Interrupt it with 2 * ^C or send a t2stat -TERM command from another bash window.

Split output files

As with pcaps you can split flow files into smaller chunks, either measured in Bytes of number of flows. The general command line option is defined as follows:

–W PREFIX[:SIZE][,START]

The expression before the : defines the output file name prefix, the expression following denotes the maximal file size for each fragment; if omitted if defaults to OFRWFILELN defined in tranalyzer.h

// -W option parameters
#define OFRWFILELN 5E8 // default fragmented output file length (500MB)

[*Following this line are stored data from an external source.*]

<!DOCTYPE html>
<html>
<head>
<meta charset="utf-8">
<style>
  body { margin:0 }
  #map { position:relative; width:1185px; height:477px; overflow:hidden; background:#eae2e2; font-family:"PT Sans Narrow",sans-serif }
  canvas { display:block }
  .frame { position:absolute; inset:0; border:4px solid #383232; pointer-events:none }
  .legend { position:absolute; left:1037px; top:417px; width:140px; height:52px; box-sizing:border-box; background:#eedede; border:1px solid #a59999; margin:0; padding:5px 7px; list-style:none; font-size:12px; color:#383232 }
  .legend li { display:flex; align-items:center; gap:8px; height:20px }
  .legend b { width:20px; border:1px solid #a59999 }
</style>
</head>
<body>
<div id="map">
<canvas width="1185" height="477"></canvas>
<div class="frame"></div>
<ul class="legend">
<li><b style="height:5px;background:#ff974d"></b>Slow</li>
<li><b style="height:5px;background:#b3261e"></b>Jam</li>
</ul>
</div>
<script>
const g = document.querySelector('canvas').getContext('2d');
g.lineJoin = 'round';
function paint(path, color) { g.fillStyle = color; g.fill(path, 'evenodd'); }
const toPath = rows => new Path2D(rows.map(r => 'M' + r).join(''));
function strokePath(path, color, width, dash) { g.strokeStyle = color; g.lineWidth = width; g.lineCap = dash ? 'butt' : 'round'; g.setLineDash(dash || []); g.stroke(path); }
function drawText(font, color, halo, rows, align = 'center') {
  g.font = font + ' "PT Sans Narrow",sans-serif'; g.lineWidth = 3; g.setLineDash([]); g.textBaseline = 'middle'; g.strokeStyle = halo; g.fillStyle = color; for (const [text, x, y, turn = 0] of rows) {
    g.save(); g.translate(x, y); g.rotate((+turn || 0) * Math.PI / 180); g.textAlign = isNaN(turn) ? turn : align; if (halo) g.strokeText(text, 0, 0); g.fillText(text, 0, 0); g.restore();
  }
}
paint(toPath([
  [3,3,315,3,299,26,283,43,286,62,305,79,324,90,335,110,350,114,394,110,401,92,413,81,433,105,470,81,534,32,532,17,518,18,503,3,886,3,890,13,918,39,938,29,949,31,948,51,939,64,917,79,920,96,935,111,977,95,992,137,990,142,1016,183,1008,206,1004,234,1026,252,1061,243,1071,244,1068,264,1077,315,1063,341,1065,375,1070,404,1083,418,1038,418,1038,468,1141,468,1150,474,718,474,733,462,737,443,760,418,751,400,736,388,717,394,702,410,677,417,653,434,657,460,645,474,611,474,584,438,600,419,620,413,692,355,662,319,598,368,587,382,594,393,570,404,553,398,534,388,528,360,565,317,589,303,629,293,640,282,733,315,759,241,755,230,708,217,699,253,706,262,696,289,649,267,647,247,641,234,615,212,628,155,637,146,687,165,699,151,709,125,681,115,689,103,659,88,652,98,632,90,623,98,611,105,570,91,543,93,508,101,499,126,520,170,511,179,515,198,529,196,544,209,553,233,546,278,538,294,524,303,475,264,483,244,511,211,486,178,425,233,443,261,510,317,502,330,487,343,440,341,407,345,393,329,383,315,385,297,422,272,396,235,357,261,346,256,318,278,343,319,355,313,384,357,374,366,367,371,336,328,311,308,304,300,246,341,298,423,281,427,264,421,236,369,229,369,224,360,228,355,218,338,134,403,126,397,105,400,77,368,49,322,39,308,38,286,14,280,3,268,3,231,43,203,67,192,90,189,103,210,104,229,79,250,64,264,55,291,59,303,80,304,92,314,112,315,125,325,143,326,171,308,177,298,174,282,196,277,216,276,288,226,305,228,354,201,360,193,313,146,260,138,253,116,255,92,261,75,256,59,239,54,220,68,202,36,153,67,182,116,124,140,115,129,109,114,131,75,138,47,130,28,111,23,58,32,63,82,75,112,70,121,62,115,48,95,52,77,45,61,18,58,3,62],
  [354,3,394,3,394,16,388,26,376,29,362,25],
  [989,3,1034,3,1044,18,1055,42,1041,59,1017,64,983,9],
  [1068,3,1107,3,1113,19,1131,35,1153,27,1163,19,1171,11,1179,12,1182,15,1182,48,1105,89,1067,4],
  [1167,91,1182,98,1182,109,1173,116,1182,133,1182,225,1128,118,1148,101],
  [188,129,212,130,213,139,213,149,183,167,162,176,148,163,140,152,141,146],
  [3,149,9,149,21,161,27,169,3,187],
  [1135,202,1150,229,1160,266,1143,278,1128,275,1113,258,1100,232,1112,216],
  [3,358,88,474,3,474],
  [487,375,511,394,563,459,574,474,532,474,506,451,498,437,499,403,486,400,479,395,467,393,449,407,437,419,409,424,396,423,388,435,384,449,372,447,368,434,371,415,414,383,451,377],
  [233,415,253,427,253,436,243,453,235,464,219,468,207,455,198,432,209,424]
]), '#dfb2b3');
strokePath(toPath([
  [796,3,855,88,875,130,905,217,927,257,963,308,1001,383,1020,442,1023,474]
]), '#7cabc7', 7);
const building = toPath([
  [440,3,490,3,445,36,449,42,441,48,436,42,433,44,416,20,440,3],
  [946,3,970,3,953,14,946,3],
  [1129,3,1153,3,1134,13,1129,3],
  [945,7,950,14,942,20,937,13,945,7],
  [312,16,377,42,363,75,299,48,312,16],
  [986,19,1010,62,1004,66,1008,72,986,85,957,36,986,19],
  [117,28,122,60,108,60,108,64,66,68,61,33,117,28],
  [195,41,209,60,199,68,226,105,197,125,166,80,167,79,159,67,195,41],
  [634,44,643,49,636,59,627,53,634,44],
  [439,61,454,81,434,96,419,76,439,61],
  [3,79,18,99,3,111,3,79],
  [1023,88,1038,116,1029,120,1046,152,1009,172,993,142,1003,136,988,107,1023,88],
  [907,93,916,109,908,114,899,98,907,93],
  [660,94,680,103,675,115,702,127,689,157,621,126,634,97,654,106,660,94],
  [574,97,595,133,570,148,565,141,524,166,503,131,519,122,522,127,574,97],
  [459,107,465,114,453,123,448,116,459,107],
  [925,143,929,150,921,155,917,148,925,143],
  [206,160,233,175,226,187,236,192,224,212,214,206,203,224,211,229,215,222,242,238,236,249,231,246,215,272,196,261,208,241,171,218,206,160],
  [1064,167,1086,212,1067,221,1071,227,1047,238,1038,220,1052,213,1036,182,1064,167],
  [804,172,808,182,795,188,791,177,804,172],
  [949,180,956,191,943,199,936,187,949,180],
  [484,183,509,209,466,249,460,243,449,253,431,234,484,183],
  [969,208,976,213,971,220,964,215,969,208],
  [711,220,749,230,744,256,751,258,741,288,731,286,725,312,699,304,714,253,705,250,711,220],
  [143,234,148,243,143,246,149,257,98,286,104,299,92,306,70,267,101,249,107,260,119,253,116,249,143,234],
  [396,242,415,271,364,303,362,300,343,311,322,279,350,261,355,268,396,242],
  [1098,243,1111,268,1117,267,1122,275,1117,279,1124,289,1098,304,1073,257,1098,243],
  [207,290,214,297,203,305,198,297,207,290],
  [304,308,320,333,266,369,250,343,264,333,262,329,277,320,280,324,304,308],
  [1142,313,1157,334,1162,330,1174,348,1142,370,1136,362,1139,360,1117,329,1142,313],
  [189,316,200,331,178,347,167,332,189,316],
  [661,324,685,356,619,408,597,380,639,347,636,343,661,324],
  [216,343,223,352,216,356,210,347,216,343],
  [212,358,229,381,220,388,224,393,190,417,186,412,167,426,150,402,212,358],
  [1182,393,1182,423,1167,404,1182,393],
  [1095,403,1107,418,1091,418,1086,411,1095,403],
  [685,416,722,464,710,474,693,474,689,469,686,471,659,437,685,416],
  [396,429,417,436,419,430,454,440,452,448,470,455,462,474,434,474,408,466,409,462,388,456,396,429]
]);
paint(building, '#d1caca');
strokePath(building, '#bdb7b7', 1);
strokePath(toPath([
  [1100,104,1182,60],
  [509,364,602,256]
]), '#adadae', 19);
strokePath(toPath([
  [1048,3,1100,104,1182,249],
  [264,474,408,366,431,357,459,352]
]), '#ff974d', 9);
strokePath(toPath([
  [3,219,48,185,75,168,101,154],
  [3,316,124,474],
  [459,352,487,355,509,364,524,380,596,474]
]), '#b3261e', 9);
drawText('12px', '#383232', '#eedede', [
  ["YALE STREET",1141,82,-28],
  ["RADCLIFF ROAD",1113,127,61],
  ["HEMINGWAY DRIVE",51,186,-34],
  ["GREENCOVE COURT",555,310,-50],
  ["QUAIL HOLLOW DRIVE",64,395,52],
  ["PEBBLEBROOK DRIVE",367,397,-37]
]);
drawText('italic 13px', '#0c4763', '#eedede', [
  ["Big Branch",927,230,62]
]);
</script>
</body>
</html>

START defines the index of the first file generated. If omitted it defaults to 0.

The SIZE of the files can be specified in bytes (default), KB (‘K’), MB (‘M’) or GB (‘G’). Scientific notation, i.e., 1e5 or 1E5 (=100000), can be used as well.d$ If no size is specified, If no size is specified, then the‘:’can be omitted.

If a ‘f’ is appended the unit is flow count. Hence, file chunks are produced containing the same amount of flows. Some typical examples are shown below.

Command Fragment Start IndexOutput Files
t2 -r ~/data/annoloc2.pcap -W ~/results/out:1.5E9,10 1.5GB 10 out10, out11, …
t2 -r ~/data/annoloc2.pcap -W ~/results/out:1.5e9,5 1.5GB 5 out5, out6, …
t2 -r ~/data/annoloc2.pcap -W ~/results/out:1.5G,1 1.5GB 1 out1, out2, …
t2 -r ~/data/annoloc2.pcap -W ~/results/out:5000K 0.5MB 0 out0, out1, …
t2 -r ~/data/annoloc2.pcap -W ~/results/out:5Kf 5000 Flows 0 out0, out1, …
t2 -r ~/data/annoloc2.pcap -W ~/results/out:2.5G 2.5GB 0 out0, out1, …
t2 -r ~/data/annoloc2.pcap -W ~/results/out,6 OFRWFILELN 0 out6, out7, …
t2 -r ~/data/annoloc2.pcap -W ~/results/out OFRWFILELN 0 out0, out1, …

Try them out and see what happens. Although being useful in production it is advisable to reset the round robin mode from the last chapter otherwise you end up in a loop with files constantly being overwritten.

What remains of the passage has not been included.